This guide to 'holistic evaluation' results from a pilot project within the Student Services Department during 2008-09. The original inspiration for the project was the publication in 2008 of a new US-based research resource on evaluation in a student services context, Assessment Reconsidered: Institutional Effectiveness for Student Success (Richard Keeling, Andrew Wall, Ric Underhile & Gwen Dungy, NASPA 2008): http://assessmentreconsidered.org/.
The core argument in Assessment Reconsidered is that student services professionals should move beyond an approach to service evaluation which is constrained by an operational and rather instrumental focus on process and user satisfaction - also referred to as an 'accountability' model. This is an approach which is very well developed in the Student Services Department. We have around 40 separate mechanisms in place for evaluating our provision: many, though not all, are based on such satisfaction (or accountability) indicators. Our Service Level Agreements reflect similar thinking.
Assessment Reconsidered suggests that we should aim for a broader and more holistic approach to evaluation which considers the impact of our provision. It is a richer, more sophisticated form of evaluation which encourages us to reflect on our purpose. There is an emphasis on reflective practice and evidence and the key evaluative questions become what difference do we make to our students' lives? How do our services help students to develop, to grow, to achieve, to learn, to succeed, etc? The output from such evaluation is likely to be less operational and more strategic. Arguably it enables us to be more proactive in influencing policy, rather than merely to demonstrate levels of usage or customer satisfaction in a somewhat reactive way. This organic model of evaluation encourages us to focus on learning and it is a balanced approach which is closely in tune with the Balanced Scorecard/Strategy Map concepts which underpin our departmental strategy. Holistic evaluation should help us move beyond one-dimensional satisfaction indicators. In short it could be seen to put the 'values' back into evaluation.
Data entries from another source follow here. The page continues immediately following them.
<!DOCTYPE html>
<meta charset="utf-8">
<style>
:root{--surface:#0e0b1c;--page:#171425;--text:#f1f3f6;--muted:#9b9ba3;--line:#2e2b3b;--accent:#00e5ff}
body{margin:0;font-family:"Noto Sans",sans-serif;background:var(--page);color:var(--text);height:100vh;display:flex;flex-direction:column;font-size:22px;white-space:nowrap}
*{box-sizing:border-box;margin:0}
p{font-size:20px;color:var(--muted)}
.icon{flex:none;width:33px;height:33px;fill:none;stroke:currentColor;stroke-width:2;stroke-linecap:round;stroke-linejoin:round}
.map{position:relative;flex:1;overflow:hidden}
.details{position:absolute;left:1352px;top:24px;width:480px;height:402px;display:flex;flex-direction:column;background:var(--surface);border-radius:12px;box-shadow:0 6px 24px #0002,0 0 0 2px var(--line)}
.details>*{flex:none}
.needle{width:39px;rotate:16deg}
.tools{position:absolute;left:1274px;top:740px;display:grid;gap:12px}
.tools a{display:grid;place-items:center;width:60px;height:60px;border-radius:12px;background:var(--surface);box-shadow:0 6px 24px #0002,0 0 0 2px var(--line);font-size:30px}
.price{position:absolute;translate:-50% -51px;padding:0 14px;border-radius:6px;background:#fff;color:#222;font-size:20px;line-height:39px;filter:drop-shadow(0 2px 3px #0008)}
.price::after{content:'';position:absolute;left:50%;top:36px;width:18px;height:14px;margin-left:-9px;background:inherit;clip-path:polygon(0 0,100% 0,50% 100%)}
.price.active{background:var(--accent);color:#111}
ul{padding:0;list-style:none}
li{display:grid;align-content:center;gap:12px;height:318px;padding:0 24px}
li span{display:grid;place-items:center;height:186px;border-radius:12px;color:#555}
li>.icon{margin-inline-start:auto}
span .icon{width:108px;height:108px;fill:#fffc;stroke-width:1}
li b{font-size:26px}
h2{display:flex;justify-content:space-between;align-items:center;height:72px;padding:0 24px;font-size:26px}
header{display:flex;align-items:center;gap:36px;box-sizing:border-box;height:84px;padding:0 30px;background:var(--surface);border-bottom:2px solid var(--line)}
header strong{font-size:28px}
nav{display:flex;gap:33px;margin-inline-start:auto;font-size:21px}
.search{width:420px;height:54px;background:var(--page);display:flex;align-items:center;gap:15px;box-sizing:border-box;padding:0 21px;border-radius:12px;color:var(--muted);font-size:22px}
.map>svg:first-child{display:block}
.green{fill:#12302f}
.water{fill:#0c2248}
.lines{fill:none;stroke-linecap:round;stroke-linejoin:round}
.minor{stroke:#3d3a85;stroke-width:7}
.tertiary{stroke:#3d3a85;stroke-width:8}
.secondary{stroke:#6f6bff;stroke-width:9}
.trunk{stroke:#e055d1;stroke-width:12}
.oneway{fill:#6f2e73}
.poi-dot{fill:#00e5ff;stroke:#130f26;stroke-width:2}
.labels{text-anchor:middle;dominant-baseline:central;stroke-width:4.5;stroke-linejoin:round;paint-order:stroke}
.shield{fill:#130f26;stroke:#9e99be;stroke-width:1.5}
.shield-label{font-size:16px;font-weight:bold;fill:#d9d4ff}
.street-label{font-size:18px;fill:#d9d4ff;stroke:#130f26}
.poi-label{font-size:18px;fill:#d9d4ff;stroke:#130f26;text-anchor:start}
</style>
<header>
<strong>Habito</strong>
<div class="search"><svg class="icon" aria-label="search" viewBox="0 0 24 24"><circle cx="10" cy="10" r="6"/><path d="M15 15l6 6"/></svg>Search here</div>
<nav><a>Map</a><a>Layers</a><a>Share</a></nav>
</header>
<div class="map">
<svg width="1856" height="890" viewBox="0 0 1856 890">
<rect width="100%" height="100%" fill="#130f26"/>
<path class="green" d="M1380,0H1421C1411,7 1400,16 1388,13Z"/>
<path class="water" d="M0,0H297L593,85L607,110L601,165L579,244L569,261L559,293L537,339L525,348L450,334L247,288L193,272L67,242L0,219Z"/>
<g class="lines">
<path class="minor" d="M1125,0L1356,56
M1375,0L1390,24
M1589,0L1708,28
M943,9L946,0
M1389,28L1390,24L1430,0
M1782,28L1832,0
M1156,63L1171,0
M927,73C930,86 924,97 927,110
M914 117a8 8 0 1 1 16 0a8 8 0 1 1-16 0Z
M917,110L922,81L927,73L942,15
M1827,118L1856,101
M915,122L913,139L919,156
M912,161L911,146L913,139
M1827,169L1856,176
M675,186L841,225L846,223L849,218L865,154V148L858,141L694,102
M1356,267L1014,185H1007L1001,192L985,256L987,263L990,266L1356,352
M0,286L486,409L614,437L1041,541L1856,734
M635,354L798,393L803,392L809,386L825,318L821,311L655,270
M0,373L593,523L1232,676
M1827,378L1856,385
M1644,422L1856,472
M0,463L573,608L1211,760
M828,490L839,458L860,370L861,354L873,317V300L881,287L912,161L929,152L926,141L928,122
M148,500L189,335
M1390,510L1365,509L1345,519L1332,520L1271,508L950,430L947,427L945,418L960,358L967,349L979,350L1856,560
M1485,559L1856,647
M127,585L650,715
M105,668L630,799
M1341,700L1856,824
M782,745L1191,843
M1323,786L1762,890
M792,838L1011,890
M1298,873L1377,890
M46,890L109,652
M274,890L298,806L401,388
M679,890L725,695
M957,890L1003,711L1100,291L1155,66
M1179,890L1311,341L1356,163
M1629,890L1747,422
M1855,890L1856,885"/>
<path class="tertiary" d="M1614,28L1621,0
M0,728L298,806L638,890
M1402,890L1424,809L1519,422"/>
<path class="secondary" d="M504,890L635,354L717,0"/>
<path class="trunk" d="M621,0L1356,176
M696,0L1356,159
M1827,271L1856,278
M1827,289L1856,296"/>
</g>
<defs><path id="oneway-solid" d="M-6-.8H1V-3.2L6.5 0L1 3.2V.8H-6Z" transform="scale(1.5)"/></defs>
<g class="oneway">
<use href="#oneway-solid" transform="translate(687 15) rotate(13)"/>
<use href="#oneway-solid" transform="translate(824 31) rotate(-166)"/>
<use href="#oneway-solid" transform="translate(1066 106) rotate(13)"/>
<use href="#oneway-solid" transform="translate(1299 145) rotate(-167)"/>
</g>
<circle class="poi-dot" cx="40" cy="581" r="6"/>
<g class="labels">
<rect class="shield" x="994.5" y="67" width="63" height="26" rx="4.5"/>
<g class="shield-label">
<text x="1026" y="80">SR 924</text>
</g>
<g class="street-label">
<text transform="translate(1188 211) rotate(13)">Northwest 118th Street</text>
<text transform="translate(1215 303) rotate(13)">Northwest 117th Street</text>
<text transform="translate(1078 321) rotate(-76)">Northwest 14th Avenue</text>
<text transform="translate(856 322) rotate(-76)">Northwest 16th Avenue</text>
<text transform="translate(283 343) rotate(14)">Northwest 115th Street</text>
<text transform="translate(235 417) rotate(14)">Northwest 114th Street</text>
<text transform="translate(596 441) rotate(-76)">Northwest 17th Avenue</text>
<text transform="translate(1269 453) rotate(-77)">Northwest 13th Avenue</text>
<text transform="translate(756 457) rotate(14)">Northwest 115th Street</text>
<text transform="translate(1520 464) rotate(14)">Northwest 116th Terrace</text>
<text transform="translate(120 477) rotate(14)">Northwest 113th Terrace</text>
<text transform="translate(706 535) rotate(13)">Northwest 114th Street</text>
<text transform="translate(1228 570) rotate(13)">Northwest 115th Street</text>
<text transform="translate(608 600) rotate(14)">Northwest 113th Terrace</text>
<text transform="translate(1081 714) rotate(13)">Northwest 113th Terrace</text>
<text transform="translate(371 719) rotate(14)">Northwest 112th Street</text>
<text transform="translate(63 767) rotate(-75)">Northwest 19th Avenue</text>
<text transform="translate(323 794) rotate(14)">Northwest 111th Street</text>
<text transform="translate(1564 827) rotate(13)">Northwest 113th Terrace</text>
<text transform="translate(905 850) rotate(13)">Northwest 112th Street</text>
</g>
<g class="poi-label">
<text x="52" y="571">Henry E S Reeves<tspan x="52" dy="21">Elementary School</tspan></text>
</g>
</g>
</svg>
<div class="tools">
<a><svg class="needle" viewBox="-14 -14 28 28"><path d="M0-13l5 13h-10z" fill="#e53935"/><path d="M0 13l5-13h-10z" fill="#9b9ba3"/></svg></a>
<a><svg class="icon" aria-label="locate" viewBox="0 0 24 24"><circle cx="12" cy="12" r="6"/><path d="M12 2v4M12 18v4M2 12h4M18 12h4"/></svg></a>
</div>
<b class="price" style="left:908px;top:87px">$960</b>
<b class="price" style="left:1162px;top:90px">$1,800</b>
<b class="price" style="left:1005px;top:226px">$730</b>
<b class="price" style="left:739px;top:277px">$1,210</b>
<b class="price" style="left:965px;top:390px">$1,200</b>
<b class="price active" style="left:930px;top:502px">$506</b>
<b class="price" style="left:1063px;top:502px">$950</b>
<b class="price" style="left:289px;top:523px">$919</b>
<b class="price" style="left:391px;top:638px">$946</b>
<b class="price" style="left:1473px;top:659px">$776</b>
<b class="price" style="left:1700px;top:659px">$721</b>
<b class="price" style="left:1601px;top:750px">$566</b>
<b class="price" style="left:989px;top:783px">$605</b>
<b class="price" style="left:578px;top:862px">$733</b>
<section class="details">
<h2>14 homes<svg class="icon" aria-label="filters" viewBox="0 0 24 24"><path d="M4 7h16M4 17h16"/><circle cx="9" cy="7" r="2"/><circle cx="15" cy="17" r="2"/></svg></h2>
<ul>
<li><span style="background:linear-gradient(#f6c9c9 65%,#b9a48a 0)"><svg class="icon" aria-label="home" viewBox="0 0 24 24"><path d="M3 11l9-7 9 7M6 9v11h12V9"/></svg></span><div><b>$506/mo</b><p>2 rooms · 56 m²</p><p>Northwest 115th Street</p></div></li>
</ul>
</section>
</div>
The guidance in this 'toolkit' is drawn from the success of four pilots of this broader approach to evaluation which took place in the English Language Teaching Centre, the Disabled Student Support Service, the Counselling Service, and Student Support and Guidance. Guidance is provided on the concept of holistic evaluation (this introductory page); preparing for holistic evaluation; conducting holistic evaluation; and follow up action. Some practical examples - drawn from the pilot projects - are also included. Support for all evaluation activity in the department is available from the Service Improvement Team.